For the beneficiary and sender, API connectivity helps provide greater visibility and transparency into their payment status. For the sender, they can see FX rates upfront before sending a payment. When an issue arises during a payment, beneficiaries can track the payment and receive updates in real time. Once implemented, beneficiaries and senders can better manage their cash positions wherever they operate a bank account, which can help lead to greater predictability in cash movements.
2. Technology enhances visibility and transparency
Businesses now have greater access to diversified settlement mechanisms with global reach, and providers can offer payment options without the burden of complex technical overhead. For instance, providers can partner with banks to leverage local clearing rails to complete cross-border payments, as opposed to using wire payments. As the industry continues moving forward, treasurers are looking beyond traditional clearing rail advancements and leveraging technologies like Swift GPI, validation services, virtual account management and API connectivity to enhance the beneficiary and sender experience.
As new technology becomes accessible, clients will likely benefit from capabilities that make cross-currency transactions simpler and more transparent. This may include: upfront FX rates; access to real-time FX pricing across currencies via APIs; or increased global reach with more countries and currencies incorporated into FX offerings.
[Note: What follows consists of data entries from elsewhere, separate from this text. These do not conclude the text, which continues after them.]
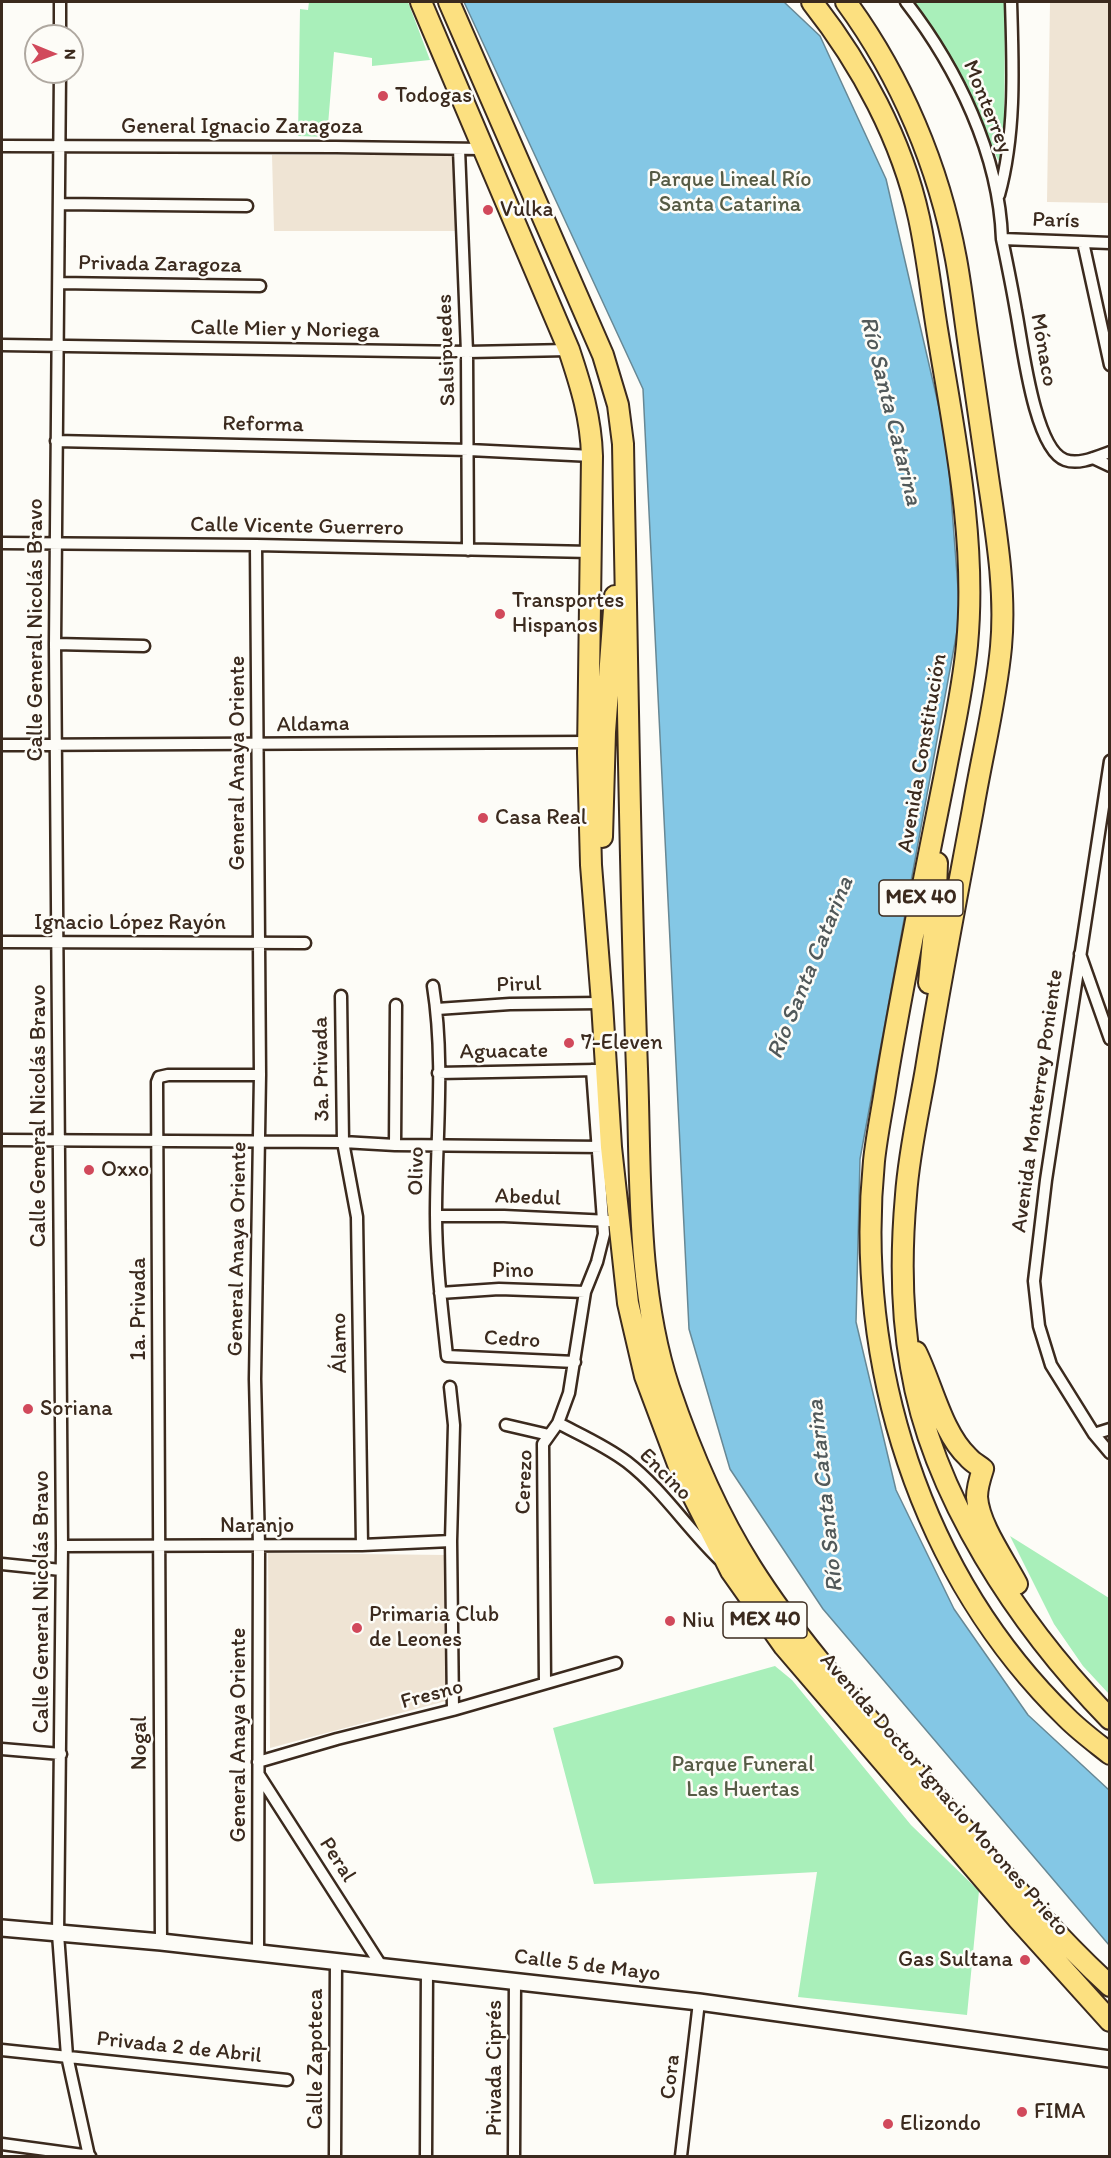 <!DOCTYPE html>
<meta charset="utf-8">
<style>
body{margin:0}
#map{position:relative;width:1111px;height:2158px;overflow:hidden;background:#fdfcf7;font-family:Itim,sans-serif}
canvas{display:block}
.frame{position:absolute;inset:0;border:3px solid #3b2a1e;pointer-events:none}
.north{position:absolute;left:24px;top:24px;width:60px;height:60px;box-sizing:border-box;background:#fdfcf7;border:2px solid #afa8a0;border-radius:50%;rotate:91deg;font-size:16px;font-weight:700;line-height:24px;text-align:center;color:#3b2a1e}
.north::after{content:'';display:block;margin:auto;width:21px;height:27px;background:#d1495b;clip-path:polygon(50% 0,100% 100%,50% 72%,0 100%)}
</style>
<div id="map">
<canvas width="1111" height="2158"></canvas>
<div class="frame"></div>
<div class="north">N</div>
</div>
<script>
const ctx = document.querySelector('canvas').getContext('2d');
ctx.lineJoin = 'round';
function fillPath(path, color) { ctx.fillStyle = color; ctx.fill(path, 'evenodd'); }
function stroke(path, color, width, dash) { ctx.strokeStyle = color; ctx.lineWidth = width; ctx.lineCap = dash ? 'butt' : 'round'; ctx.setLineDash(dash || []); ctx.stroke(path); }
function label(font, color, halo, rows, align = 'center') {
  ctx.font = font + ' Itim,sans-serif'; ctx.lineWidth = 5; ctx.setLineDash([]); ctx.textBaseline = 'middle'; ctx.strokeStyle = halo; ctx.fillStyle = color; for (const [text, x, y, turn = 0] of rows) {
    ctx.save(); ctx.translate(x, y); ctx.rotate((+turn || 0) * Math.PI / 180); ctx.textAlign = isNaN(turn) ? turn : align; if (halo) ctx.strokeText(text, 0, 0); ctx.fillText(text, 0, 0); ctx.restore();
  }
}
const built = new Path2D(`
 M1050,2H1109V203L1047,202Z
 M272,155H455L458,231H274Z
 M268,1553L446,1555V1701L270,1748Z`);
const green = new Path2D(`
 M309,2H408L430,60L372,66V58L334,52L327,137L298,136L300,9L308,10Z
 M913,2H1005L1004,152L1001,160H998C974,104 953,48 913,2Z
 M1010,1536L1109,1598V1694L1083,1666L1054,1624Z
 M775,1666L792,1680L911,1825L979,1891L967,2015L798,1997L817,1872L594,1884L553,1728Z`);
const water = new Path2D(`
 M464,2H784L820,36L886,179L947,442L960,615L860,1159L856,1322L896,1490L954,1609L1028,1715L1109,1790V1945L823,1609L730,1469L689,1329L643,389Z`);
const street = new Path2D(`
 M906,2C957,68 999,154 1002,239C1007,263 1012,287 1016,311C1022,341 1034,449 1065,460C1079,465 1096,457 1110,452
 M60,36V2
 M60,72L55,644L62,1546L58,1934L67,2056L89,2156
 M2,146L336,147L483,149
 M459,149L467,352L468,550
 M999,195C1016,133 1013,66 1011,2
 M60,204L247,206
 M1002,239L1110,243
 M1083,242L1110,365
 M59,283L260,286
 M2,345L467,352L569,350
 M56,441L469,450L592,456
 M1093,458L1110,466
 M2,543L256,545L591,552
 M256,545L260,1075L255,1379L259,1545L258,1953
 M55,644L144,646
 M2,745L588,742
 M1110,761L1046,1180L1034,1281L1039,1326L1051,1365L1094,1434L1110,1453
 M2,942L305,943
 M1080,954L1110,1039
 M433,986C445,1061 436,1139 436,1214C436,1262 442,1309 447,1356L575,1362
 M341,996L343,1142L357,1217L362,1545
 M437,1009L510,1004L602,1003
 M438,1073L597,1070
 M2,1140L343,1142L395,1145L604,1147
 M395,1145L396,1005
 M436,1216H504L610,1221
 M440,1293L499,1289L585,1292
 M450,1387L454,1425L451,1541L453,1710
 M558,1423C581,1435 606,1446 627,1462C662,1489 687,1528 719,1559
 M506,1425L549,1435
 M1094,1434L1110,1429
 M62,1546L362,1545L451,1541
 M2,1564L61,1570
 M545,1683L543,1444L558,1423L569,1393L585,1292L597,1262L604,1234L592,1070
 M2,1749L61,1754
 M258,1762L337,1739L453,1710L616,1663
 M259,1775L382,1967
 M161,1942L157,1082L159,1077L168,1075H260
 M2,2050L287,2080
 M2,2144L90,2156
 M335,2156L336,1962
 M426,2156L427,1971
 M514,2156L515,1981
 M681,2156L699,2002`);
const secondary = new Path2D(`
 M2,1928L161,1942L699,2002L1110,2059`);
const highway = new Path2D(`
 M421,2L569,350C581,386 591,418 592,456L588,753L591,865L602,1003L611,1147L628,1303L645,1376L681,1472L731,1571L784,1646L1018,1919L1110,2021
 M449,2L603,355L618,405L623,444L624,501C628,691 630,880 637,1069C641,1173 636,1288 669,1388C690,1450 716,1512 751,1567C804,1651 873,1723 937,1798C993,1862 1047,1928 1110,1986
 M812,2C861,64 902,140 919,218C927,255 931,292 937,329C954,433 977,539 967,645C963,689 953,731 945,774C925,875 904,976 887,1078C883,1106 877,1133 874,1161C854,1363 920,1575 1067,1718C1080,1731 1095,1742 1110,1754
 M846,2C901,77 939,167 956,259C961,286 964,313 968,340C975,388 982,436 989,484C997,538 1006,593 1001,647C996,701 982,755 973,809C957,895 940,982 926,1069C919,1110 909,1152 906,1195C901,1251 901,1311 911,1367C932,1496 1020,1627 1110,1719
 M602,837L605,732L615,596
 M929,983L935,920L937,863
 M916,1352C932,1384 942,1433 968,1457C972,1462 978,1465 983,1469C980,1478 977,1487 977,1497C979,1525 1004,1559 1017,1584`);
const markers = [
 [383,96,6,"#d1495b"],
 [488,210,6,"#d1495b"],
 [500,614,6,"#d1495b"],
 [483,818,6,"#d1495b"],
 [569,1043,6,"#d1495b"],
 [89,1170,6,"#d1495b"],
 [28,1409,6,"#d1495b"],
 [670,1621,6,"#d1495b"],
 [357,1628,6,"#d1495b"],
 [1025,1960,6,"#d1495b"],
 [1022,2112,6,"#d1495b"],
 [888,2124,6,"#d1495b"]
];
const shields = [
 [921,898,84],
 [765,1620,84]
];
const shieldNames = [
 ["MEX 40",921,898],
 ["MEX 40",765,1620]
];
const poiNames = [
 ["Todogas",395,96],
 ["Vulka",500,210],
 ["Transportes",512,601],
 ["Hispanos",512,626],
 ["Casa Real",495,818],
 ["7-Eleven",581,1043],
 ["Oxxo",101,1170],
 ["Soriana",40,1409],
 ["Primaria Club",369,1615],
 ["de Leones",369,1640],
 ["Niu",682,1621],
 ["Gas Sultana",1013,1960,"right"],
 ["FIMA",1034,2112],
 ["Elizondo",900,2124]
];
const streetNames = [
 ["Monterrey",987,107,68],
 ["General Ignacio Zaragoza",242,127],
 ["París",1056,221,2],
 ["Privada Zaragoza",160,265,1],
 ["Calle Mier y Noriega",285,330,1],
 ["Salsipuedes",447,350,-92],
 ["Mónaco",1043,350,80],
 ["Reforma",263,425,1],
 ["Calle Vicente Guerrero",297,527,1],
 ["Calle General Nicolás Bravo",36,630,-90],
 ["Aldama",313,725,-1],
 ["Avenida Constitución",923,753,-80],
 ["General Anaya Oriente",238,763,-90],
 ["Ignacio López Rayón",130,923],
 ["Pirul",519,985,-2],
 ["Aguacate",504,1052,-1],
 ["3a. Privada",322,1069,-91],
 ["Avenida Monterrey Poniente",1038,1101,-82],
 ["Calle General Nicolás Bravo",39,1116,-90],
 ["Olivo",417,1171,-89],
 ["Abedul",528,1198,2],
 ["General Anaya Oriente",238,1249,-89],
 ["Pino",513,1271],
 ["1a. Privada",139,1309,-90],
 ["Cedro",512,1340,3],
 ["Álamo",340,1343,-91],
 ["Encino",665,1475,45],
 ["Cerezo",525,1482,-88],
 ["Naranjo",257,1526],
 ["Calle General Nicolás Bravo",42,1602,-90],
 ["Fresno",432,1695,-15],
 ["General Anaya Oriente",239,1735,-90],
 ["Nogal",140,1743,-90],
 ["Avenida Doctor Ignacio Morones Prieto",944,1795,49],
 ["Peral",337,1860,57],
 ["Calle 5 de Mayo",587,1966,7],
 ["Privada 2 de Abril",179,2048,6],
 ["Calle Zapoteca",316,2059,-90],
 ["Privada Ciprés",495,2068,-90],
 ["Cora",671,2077,-84]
];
const parkNames = [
 ["Parque Lineal Río",730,180],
 ["Santa Catarina",730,205],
 ["Parque Funeral",743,1765],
 ["Las Huertas",743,1790]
];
const waterNames = [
 ["Río Santa Catarina",890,411,76],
 ["Río Santa Catarina",811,968,-68],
 ["Río Santa Catarina",826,1496,-96]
];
fillPath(built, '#efe4d4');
fillPath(green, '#a9efba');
fillPath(water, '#84c7e5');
stroke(water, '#678895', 1.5);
stroke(street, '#3b2a1e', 15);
stroke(secondary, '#3b2a1e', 20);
stroke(highway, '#3b2a1e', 24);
stroke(street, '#fdfcf7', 10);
stroke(secondary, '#fdfcf7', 15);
stroke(highway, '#fce080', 20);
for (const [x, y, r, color] of markers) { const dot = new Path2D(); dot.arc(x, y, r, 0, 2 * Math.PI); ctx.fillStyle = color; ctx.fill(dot); stroke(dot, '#fdfcf7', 2); }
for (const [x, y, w] of shields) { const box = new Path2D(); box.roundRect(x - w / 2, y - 18, w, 36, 4.5); ctx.fillStyle = '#fdfcf7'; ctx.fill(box); stroke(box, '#3b2a1e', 1.5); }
label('bold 21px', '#3b2a1e', null, shieldNames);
label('22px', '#3b2a1e', '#fdfcf7', poiNames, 'left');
label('22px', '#3b2a1e', '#fdfcf7', streetNames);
label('22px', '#565b45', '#fdfcf7', parkNames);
label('italic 24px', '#51595a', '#fdfcf7', waterNames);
</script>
3. Virtual accounts increase global reach
Many businesses have direct deposit accounts (DDAs) in countries where their beneficiaries are located. This setup means businesses have money spread across different countries, accounts and currencies—all of which can lead to complex reporting, idle cash balances and unnecessary cross-currency risk exposure. This is where virtual account management solutions fit in.
Virtual accounts provide clients with the flexibility to manage cash flow across currencies through a centralized account structure. Therefore, businesses may no longer need to maintain multiple local accounts in the same markets. In fact, with centralized account structures, businesses can obtain better payment sequencing and manage detailed reporting under one umbrella. Additionally, through this structure, companies can easily transfer and/or concentrate their balances held in one account in one currency to another account in another currency, or fund local payments using a centralized account. This enables businesses to maximize their liquidity, reduce their risk exposure and operate in the currencies that make most sense for their business.
4. Partnerships and blockchain create instant payments
There’s a growing demand for real-time payments in the cross-currency and cross-border payments space. Through globalized partnerships, providers can offer senders more ways to make FX payments in real time, streamlining and simplifying the process through innovative collaboration.Instead of a prolonged settlement period, clients can pay their out-of-country customers and vendors instantly, with little to no friction points.
In addition, thanks to blockchain technology, cross-border payments may become faster, cheaper and more secure as adoption of the technology increases. Blockchain technology like that which is used by Onyx by J.P. Morgan can help make cross-border wire transfers or sanction screenings more efficient by decreasing the number of days such actions take to clear . JPM Coin is able to provide the benefits of near 24×7 cross border value movement, increasing the utility of cash by optimizing working capital and liquidity. Some businesses are already reaping the benefits of blockchain-powered payments to manage multiple currencies and global liquidity.
Another offering, Liink by J.P. MorganSM, makes information sharing easier for international trade and transactions, which can increase payment visibility across the entire payments continuum.